● TASK INSTRUCTIONS: Across the entries below, determine how many lines include the word "river". State only the resulting number.

[Start of Attachment]

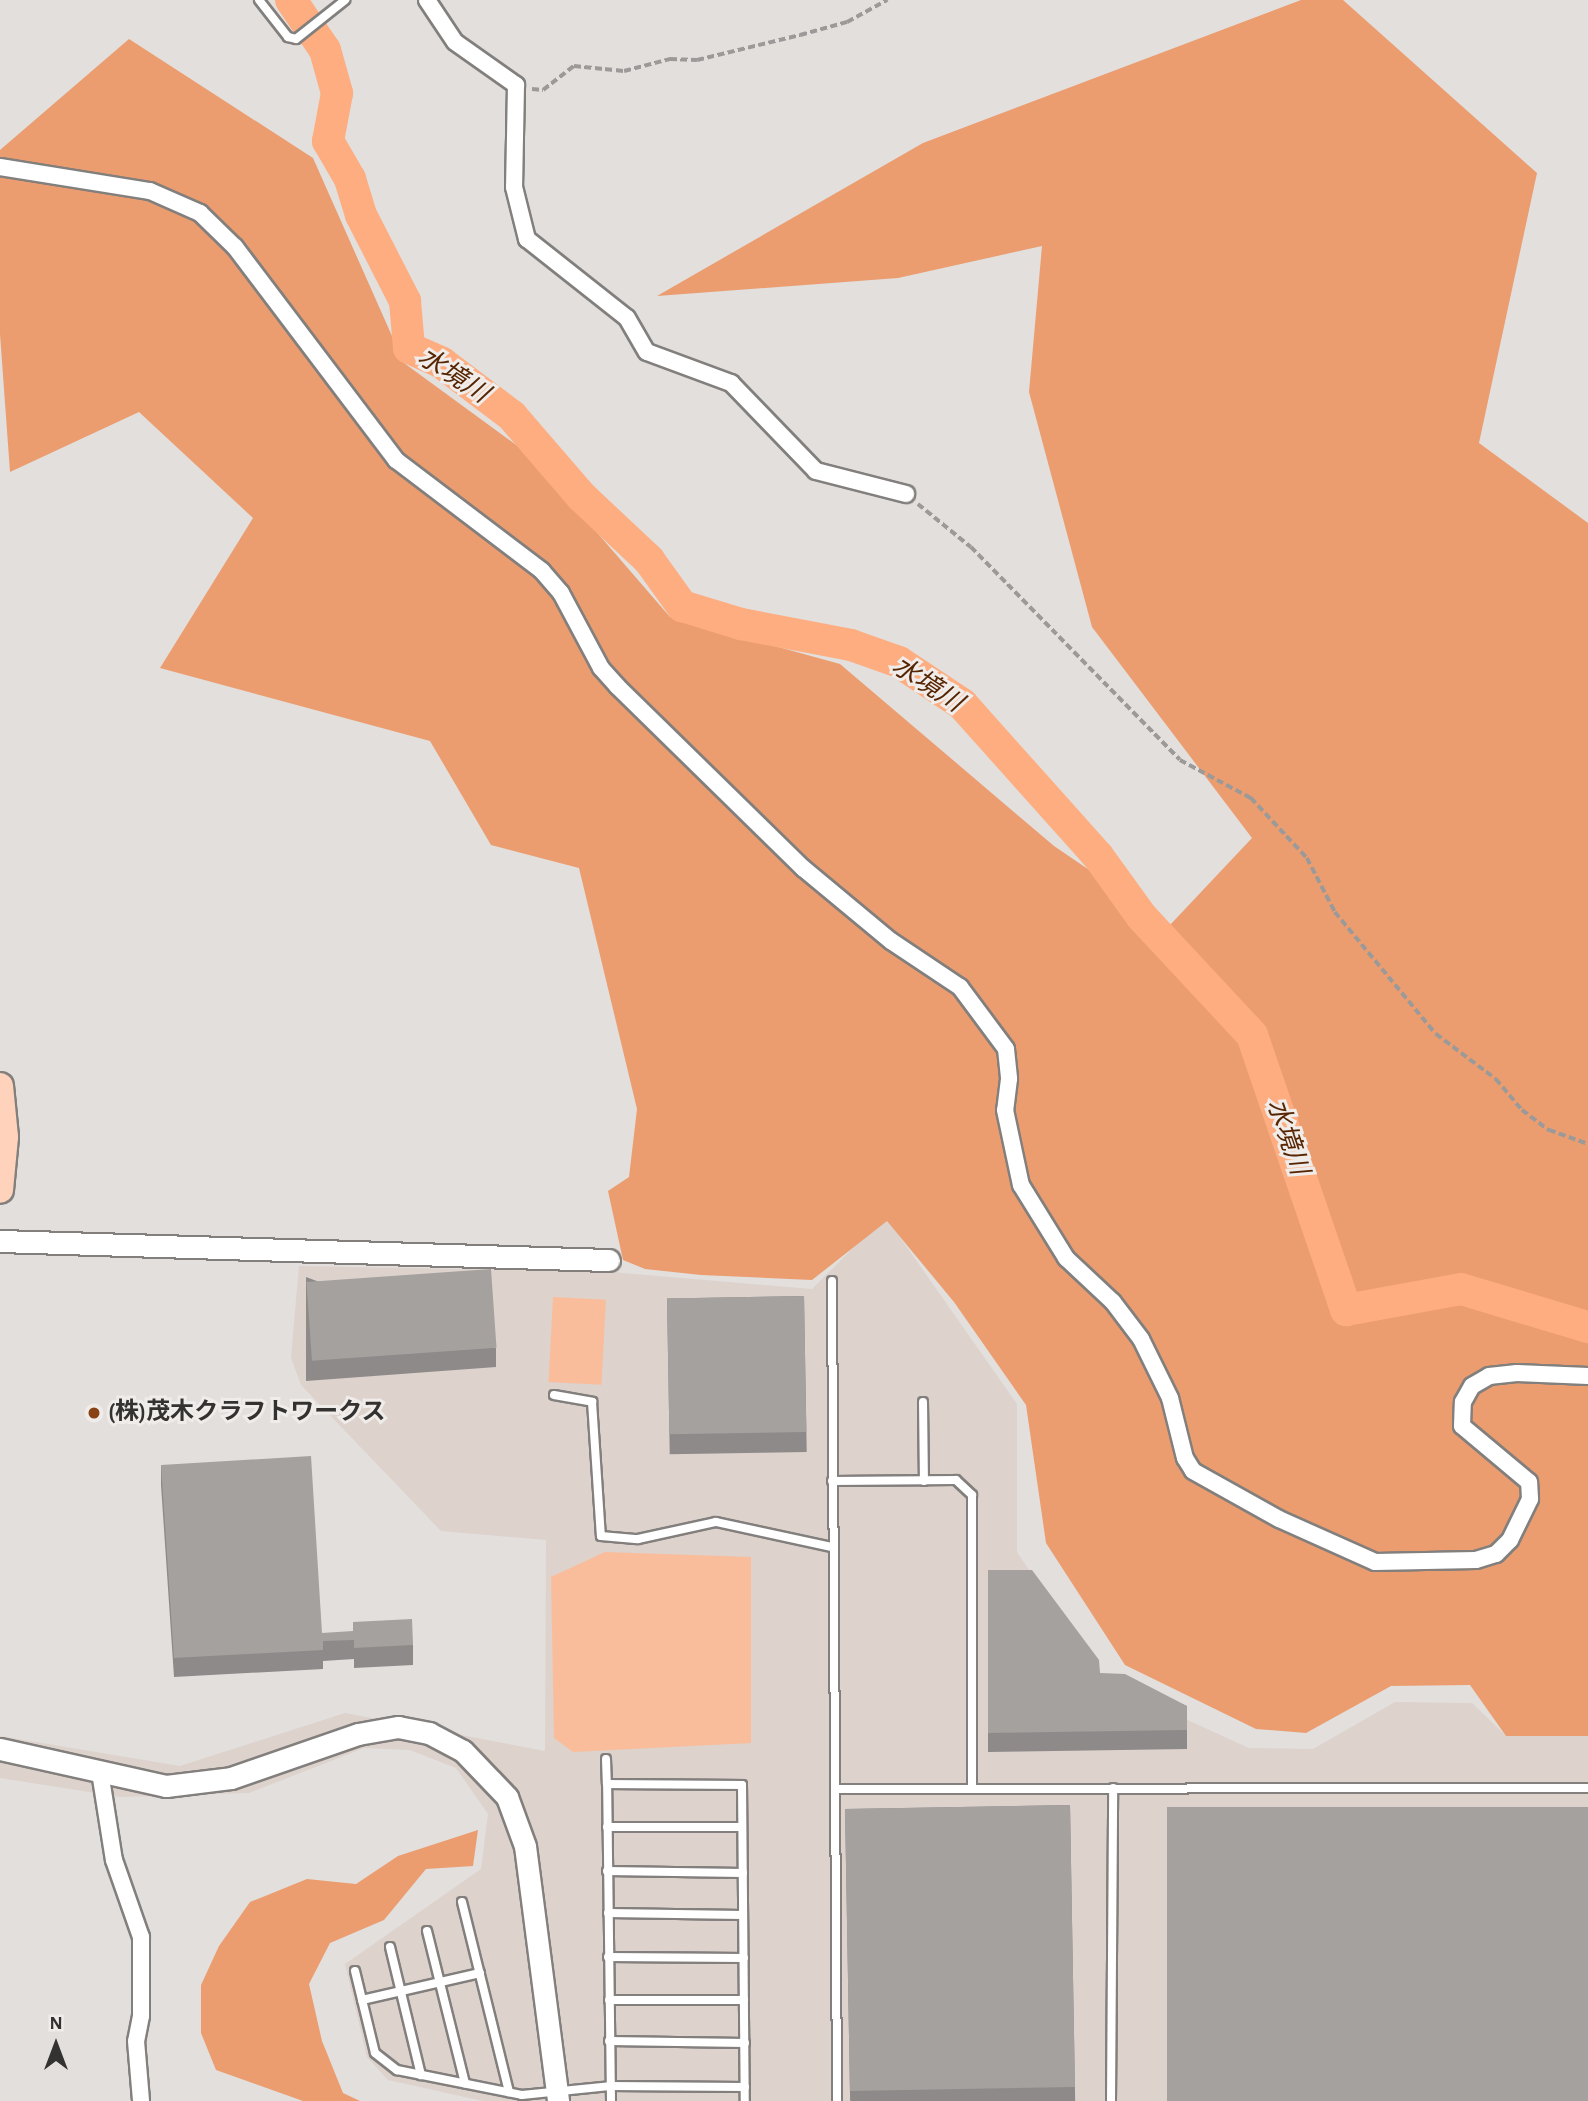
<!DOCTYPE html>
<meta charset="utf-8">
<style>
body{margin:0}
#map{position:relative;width:1588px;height:2101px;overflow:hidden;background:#e2dfdd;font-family:"Alegreya Sans","Noto Sans JP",sans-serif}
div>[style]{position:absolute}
.built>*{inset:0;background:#ddd2cc}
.green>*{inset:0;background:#fabd9b;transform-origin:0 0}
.forest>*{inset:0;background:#eb9d70}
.river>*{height:32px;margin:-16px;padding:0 16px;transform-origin:16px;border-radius:16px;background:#fdad80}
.path>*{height:3.5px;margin-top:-1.75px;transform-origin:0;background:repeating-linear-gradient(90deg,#9c9a99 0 7px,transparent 0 10.5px)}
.roads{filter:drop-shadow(2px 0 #827f7d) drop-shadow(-2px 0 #827f7d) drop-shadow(0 2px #827f7d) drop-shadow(0 -2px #827f7d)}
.service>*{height:8px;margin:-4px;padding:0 4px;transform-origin:4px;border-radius:4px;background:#fff}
.minor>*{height:16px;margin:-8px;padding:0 8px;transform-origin:8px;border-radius:8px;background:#fff}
.tertiary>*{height:21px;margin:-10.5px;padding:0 10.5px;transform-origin:10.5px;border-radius:10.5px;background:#fff}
.primary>*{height:26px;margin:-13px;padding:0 13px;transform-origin:13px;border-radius:13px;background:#ffd3bb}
.wall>*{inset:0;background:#8d8a89;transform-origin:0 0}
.building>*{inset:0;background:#a4a19f;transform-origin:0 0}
.dots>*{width:19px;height:19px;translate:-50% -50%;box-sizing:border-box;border:4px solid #efecea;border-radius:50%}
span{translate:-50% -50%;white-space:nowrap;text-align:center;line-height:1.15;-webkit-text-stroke:6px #efecea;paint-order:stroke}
.poi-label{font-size:24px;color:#333231;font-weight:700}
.left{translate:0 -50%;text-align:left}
.water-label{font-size:26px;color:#572502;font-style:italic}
.north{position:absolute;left:21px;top:2010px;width:70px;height:70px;-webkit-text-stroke:5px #efecea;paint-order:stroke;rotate:0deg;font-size:19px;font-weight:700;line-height:28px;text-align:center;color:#333231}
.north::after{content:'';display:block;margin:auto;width:24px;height:32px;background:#333231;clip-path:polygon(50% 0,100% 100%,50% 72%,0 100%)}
</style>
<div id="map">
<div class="built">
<div style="clip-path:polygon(885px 1216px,1017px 1404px,1017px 1552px,1104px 1682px,1249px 1748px,1313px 1749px,1395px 1702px,1472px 1703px,1506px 1736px,1588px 1735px,1588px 2101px,483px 2101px,388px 2080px,367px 2057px,345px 1964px,481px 1869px,488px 1814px,456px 1768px,410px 1750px,364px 1748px,249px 1793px,121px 1797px,0 1778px,0 1736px,180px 1766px,345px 1713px,545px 1751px,546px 1540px,441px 1531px,301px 1385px,291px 1358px,299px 1266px,611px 1272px,812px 1289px)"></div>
</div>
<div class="green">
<div style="left:553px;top:1297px;width:53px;height:85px;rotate:3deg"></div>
<div style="clip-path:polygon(605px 1552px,751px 1557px,751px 1743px,573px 1752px,554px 1738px,551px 1577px)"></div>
</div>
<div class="forest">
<div style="clip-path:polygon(1301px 0,1343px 0,1537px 173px,1479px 443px,1588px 523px,1588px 1736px,1506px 1736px,1470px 1685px,1391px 1686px,1306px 1733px,1256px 1729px,1125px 1665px,1046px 1543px,1026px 1405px,954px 1302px,887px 1221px,812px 1280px,701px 1275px,645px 1269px,623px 1260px,608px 1191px,629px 1177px,637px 1109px,579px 868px,491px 845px,430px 741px,160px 668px,253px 518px,139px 412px,10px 472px,0 334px,0 150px,129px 39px,313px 158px,404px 363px,530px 455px,670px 617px,840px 664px,1054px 846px,1170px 925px,1252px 838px,1092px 627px,1029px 392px,1042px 246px,898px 278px,657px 296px,923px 143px)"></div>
<div style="clip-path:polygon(478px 1830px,473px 1866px,426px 1869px,384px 1920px,330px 1943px,309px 1984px,322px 2041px,343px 2093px,360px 2101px,303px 2101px,216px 2070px,201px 2033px,201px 1985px,219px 1946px,250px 1902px,307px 1879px,356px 1884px,398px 1856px)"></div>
</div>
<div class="river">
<div style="left:291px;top:0;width:60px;rotate:55.8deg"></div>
<div style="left:325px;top:50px;width:45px;rotate:74.4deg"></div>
<div style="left:337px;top:93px;width:49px;rotate:100.6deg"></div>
<div style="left:328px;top:141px;width:44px;rotate:59.9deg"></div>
<div style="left:350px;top:179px;width:38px;rotate:73deg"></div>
<div style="left:361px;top:215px;width:97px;rotate:62.9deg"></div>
<div style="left:405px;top:301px;width:47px;rotate:85.1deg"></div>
<div style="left:409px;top:348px;width:36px;rotate:24deg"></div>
<div style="left:442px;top:363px;width:88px;rotate:37.1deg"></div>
<div style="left:512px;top:416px;width:107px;rotate:49.2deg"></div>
<div style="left:582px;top:497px;width:92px;rotate:43.2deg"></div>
<div style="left:649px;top:560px;width:57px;rotate:54.3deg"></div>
<div style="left:682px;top:606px;width:62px;rotate:17deg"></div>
<div style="left:741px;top:624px;width:112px;rotate:10.8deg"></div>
<div style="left:851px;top:645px;width:51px;rotate:19.5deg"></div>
<div style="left:899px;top:662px;width:76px;rotate:33.7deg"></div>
<div style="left:962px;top:704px;width:204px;rotate:48.2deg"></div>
<div style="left:1098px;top:856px;width:75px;rotate:54.2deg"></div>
<div style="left:1142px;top:917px;width:161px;rotate:47deg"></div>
<div style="left:1252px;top:1035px;width:291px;rotate:71.1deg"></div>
<div style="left:1346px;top:1310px;width:117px;rotate:-10.3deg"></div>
<div style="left:1461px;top:1289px;width:133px;rotate:16.7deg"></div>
</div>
<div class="path">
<div style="left:532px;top:89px;width:11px;rotate:5deg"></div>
<div style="left:543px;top:90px;width:39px;rotate:-38deg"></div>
<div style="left:574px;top:66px;width:50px;rotate:5.7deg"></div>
<div style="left:624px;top:71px;width:48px;rotate:-14.6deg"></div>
<div style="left:670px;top:59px;width:27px;rotate:2deg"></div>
<div style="left:697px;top:60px;width:106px;rotate:-13.6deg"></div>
<div style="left:800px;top:35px;width:49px;rotate:-15.5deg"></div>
<div style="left:847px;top:22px;width:46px;rotate:-28.8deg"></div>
<div style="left:918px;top:504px;width:68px;rotate:39.1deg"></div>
<div style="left:971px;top:547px;width:298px;rotate:45.5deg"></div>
<div style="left:1180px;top:760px;width:81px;rotate:28.2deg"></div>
<div style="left:1251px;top:798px;width:82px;rotate:47deg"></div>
<div style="left:1307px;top:858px;width:61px;rotate:62.6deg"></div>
<div style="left:1335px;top:912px;width:158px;rotate:50.4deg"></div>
<div style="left:1436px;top:1034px;width:75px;rotate:36.9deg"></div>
<div style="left:1496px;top:1079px;width:40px;rotate:50deg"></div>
<div style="left:1522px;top:1110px;width:34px;rotate:37deg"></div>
<div style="left:1549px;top:1130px;width:41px;rotate:19.7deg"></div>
</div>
<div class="roads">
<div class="service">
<div style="left:259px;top:0;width:47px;rotate:51.9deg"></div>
<div style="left:288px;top:37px;width:8px;rotate:14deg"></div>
<div style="left:296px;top:39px;width:63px;rotate:-38.5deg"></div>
<div style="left:832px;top:1281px;width:820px;rotate:89.65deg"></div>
<div style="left:554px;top:1395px;width:39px;rotate:10deg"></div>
<div style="left:592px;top:1402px;width:134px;rotate:86.2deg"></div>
<div style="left:601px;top:1536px;width:37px;rotate:5deg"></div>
<div style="left:638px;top:1539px;width:80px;rotate:-12.3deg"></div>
<div style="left:716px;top:1522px;width:119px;rotate:12.2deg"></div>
<div style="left:923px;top:1402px;width:79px;rotate:89.3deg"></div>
<div style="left:832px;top:1481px;width:124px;rotate:-0.5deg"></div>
<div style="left:956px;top:1480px;width:22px;rotate:43deg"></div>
<div style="left:972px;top:1495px;width:293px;rotate:90deg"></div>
<div style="left:606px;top:1759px;width:25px;rotate:88deg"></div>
<div style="left:836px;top:1789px;width:752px;rotate:-0.08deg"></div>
<div style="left:607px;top:1827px;width:135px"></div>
<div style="left:607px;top:1871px;width:136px;rotate:0.8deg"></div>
<div style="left:462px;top:1902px;width:196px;rotate:76.1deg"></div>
<div style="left:608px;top:1913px;width:135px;rotate:0.8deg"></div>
<div style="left:427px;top:1931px;width:157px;rotate:76deg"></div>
<div style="left:390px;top:1947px;width:132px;rotate:76.4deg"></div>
<div style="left:608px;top:1957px;width:136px;rotate:0.4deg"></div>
<div style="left:355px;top:1971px;width:84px;rotate:76.3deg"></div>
<div style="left:375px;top:2053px;width:28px;rotate:38deg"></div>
<div style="left:397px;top:2070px;width:127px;rotate:11.3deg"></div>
<div style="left:522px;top:2095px;width:88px;rotate:-5.8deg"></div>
<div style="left:610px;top:2086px;width:135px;rotate:0.4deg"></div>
<div style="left:362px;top:2000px;width:121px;rotate:-12.9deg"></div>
<div style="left:609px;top:2000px;width:135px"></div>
<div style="left:609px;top:2041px;width:136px;rotate:0.8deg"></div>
<div style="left:611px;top:2101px;width:317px;rotate:-90.7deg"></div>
<div style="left:607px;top:1784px;width:135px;rotate:0.4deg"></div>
<div style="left:742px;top:1785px;width:316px;rotate:89.5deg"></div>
<div style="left:1111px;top:2101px;width:313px;rotate:-89.6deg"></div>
</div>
<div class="minor">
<div style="left:427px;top:0;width:50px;rotate:56.3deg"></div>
<div style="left:455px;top:42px;width:75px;rotate:35.2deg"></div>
<div style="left:516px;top:85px;width:102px;rotate:91.1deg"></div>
<div style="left:514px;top:187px;width:54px;rotate:76deg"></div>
<div style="left:527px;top:239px;width:127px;rotate:38.3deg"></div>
<div style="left:627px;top:318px;width:39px;rotate:60deg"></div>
<div style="left:647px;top:352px;width:90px;rotate:20.3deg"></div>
<div style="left:731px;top:383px;width:122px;rotate:46deg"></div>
<div style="left:816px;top:471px;width:93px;rotate:14.3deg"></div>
<div style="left:0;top:167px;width:152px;rotate:9.1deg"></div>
<div style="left:150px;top:191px;width:55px;rotate:23.7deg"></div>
<div style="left:200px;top:213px;width:49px;rotate:44.2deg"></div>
<div style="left:235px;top:247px;width:267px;rotate:52.9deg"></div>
<div style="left:396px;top:460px;width:183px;rotate:37.2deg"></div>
<div style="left:542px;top:571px;width:29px;rotate:49deg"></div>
<div style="left:561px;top:593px;width:85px;rotate:61.9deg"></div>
<div style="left:601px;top:668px;width:25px;rotate:48deg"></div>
<div style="left:618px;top:687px;width:259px;rotate:44.4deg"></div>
<div style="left:803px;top:868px;width:114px;rotate:39.7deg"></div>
<div style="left:891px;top:941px;width:83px;rotate:33.7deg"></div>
<div style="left:960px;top:987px;width:77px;rotate:53.4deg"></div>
<div style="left:1006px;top:1049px;width:30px;rotate:84deg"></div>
<div style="left:1009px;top:1079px;width:31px;rotate:97deg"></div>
<div style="left:1005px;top:1110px;width:77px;rotate:78deg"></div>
<div style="left:1021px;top:1185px;width:86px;rotate:58.3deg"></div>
<div style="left:1066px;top:1258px;width:64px;rotate:43.1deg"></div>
<div style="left:1113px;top:1302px;width:46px;rotate:52.9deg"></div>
<div style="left:1141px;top:1339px;width:66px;rotate:63.8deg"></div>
<div style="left:1170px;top:1398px;width:62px;rotate:76deg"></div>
<div style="left:1185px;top:1458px;width:15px;rotate:58deg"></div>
<div style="left:1193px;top:1471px;width:98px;rotate:29.2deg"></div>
<div style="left:1279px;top:1519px;width:105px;rotate:24.1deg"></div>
<div style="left:1375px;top:1562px;width:101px;rotate:-1.1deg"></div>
<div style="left:1476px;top:1560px;width:21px;rotate:-17deg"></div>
<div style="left:1496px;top:1554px;width:20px;rotate:-45deg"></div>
<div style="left:1510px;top:1540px;width:46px;rotate:-64deg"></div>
<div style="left:1530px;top:1499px;width:17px;rotate:-93deg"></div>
<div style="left:1529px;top:1482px;width:87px;rotate:-140.1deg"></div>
<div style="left:1462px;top:1426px;width:24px;rotate:-88deg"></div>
<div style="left:1463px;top:1402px;width:18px;rotate:-61deg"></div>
<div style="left:1472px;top:1386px;width:20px;rotate:-30deg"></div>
<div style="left:1489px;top:1376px;width:28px;rotate:-6deg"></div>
<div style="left:1517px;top:1373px;width:71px;rotate:2.4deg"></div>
<div style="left:100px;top:1772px;width:89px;rotate:81deg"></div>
<div style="left:114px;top:1860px;width:82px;rotate:70.7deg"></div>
<div style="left:141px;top:1937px;width:79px;rotate:90deg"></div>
<div style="left:141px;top:2016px;width:25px;rotate:101deg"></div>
<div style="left:136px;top:2041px;width:60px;rotate:85.2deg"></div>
</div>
<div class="tertiary">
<div style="left:0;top:1241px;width:609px;rotate:1.79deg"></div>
<div style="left:0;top:1749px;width:170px;rotate:12.6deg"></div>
<div style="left:166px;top:1786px;width:65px;rotate:-7deg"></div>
<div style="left:231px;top:1778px;width:134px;rotate:-19.1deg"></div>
<div style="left:358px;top:1734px;width:41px;rotate:-9.9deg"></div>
<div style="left:398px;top:1727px;width:32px;rotate:11deg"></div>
<div style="left:429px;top:1733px;width:38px;rotate:28deg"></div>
<div style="left:463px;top:1751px;width:64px;rotate:46.3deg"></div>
<div style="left:507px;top:1797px;width:52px;rotate:69.8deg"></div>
<div style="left:525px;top:1846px;width:257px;rotate:82.6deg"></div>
</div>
<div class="primary">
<div style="left:0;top:1086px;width:51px;rotate:84.4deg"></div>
<div style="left:5px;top:1137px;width:53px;rotate:95.4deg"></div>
</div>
</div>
<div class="wall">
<div style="clip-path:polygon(306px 1277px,496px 1348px,496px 1367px,306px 1381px)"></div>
<div style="left:804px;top:1296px;width:156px;height:137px;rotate:89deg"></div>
<div style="clip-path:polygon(161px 1465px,322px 1633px,413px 1645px,413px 1665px,354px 1668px,354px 1659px,323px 1661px,323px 1669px,174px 1677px,161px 1485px)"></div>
<div style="clip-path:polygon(988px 1570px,1100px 1673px,1187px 1706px,1187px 1749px,988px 1752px)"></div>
<div style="left:1070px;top:1805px;width:296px;height:225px;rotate:89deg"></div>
</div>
<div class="building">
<div style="left:491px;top:1269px;width:79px;height:185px;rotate:86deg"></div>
<div style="left:804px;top:1296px;width:136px;height:137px;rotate:89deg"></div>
<div style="clip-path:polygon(311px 1456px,322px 1633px,353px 1631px,353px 1622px,412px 1619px,413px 1645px,354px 1648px,354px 1640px,323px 1641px,323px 1650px,174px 1658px,161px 1465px)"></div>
<div style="clip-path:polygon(988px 1570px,1032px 1570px,1099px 1660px,1100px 1673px,1125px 1674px,1187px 1706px,1187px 1730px,988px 1733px)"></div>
<div style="left:1070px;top:1805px;width:282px;height:225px;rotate:89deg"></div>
<div style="left:1588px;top:1807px;width:294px;height:421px;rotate:90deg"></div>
</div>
<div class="dots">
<div style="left:94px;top:1413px;background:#874316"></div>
</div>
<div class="poi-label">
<span class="left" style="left:108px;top:1413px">(株)茂木クラフトワークス</span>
</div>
<div class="water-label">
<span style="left:453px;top:376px;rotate:33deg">水境川</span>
<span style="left:927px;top:685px;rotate:33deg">水境川</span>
<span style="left:1287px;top:1137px;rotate:71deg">水境川</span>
</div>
<div class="north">N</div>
</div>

[End of Attachment]

● SOLUTION: 2